Q11 Mr Dismore: But you did not think
to notify the constituency MP?
Tony Baldry: I did not and I am
not actually quite sure in the circumstances of that whether it
would be the Member of Parliament where the company was based
or where he lived or whoever. This was a company which was actually
making considerable daily losses. They had invested millions of
pounds in Sierra Leone in equipment and for no particular, explicable
reason one of their senior people had been summarily taken from
his hotel and deported from the country and another person had
not been allowed entry clearance into the country.
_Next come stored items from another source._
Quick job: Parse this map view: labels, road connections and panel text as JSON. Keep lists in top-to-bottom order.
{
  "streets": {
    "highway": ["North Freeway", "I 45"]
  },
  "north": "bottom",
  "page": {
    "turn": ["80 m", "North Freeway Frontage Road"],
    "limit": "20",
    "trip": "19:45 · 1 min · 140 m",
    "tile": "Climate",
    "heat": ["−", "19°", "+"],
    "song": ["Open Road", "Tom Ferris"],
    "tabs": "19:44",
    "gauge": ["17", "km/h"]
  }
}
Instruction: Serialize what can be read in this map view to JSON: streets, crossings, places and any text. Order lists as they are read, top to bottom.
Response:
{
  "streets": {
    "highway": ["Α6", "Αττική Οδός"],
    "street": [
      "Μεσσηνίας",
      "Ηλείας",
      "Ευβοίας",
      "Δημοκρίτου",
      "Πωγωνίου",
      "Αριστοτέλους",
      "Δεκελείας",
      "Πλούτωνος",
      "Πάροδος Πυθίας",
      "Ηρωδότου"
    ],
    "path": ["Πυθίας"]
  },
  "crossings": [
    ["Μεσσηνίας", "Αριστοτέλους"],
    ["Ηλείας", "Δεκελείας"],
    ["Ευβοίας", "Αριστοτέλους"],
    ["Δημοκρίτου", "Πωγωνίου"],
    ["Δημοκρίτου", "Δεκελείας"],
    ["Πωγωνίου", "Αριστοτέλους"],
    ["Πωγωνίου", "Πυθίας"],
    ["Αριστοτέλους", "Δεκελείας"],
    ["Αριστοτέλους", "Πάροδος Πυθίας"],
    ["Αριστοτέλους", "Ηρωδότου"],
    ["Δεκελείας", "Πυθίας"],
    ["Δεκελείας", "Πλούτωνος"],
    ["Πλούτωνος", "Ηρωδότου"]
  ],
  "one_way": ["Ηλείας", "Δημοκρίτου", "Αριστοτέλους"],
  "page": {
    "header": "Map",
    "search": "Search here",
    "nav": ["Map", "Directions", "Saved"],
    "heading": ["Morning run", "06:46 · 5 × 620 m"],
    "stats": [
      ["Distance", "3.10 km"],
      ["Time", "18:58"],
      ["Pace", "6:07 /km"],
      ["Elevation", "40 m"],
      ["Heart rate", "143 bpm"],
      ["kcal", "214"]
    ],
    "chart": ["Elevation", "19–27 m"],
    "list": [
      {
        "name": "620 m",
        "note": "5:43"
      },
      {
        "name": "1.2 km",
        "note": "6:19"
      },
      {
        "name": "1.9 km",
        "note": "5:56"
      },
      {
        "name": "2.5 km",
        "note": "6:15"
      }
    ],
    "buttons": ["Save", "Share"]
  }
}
They were making
substantial daily losses and, as I say, if I had been in a position
to help and had not helped, I think colleagues would have considered
that to be pretty churlish.
Chairman: I think we have established that Mr
Baldry did not notify the constituency MP, so can we move on.
Q12 Mr Dismore: Can I move on to
paragraphs 54 and 76 of the Commissioner's report, which are different
aspects of the same thing. Basically your case is that you never
received dividends or director's fees from Red Eagle?
Tony Baldry: Yes.
Q13 Mr Dismore: When did you see
Red Eagle benefiting directly from this relationship with Milestone?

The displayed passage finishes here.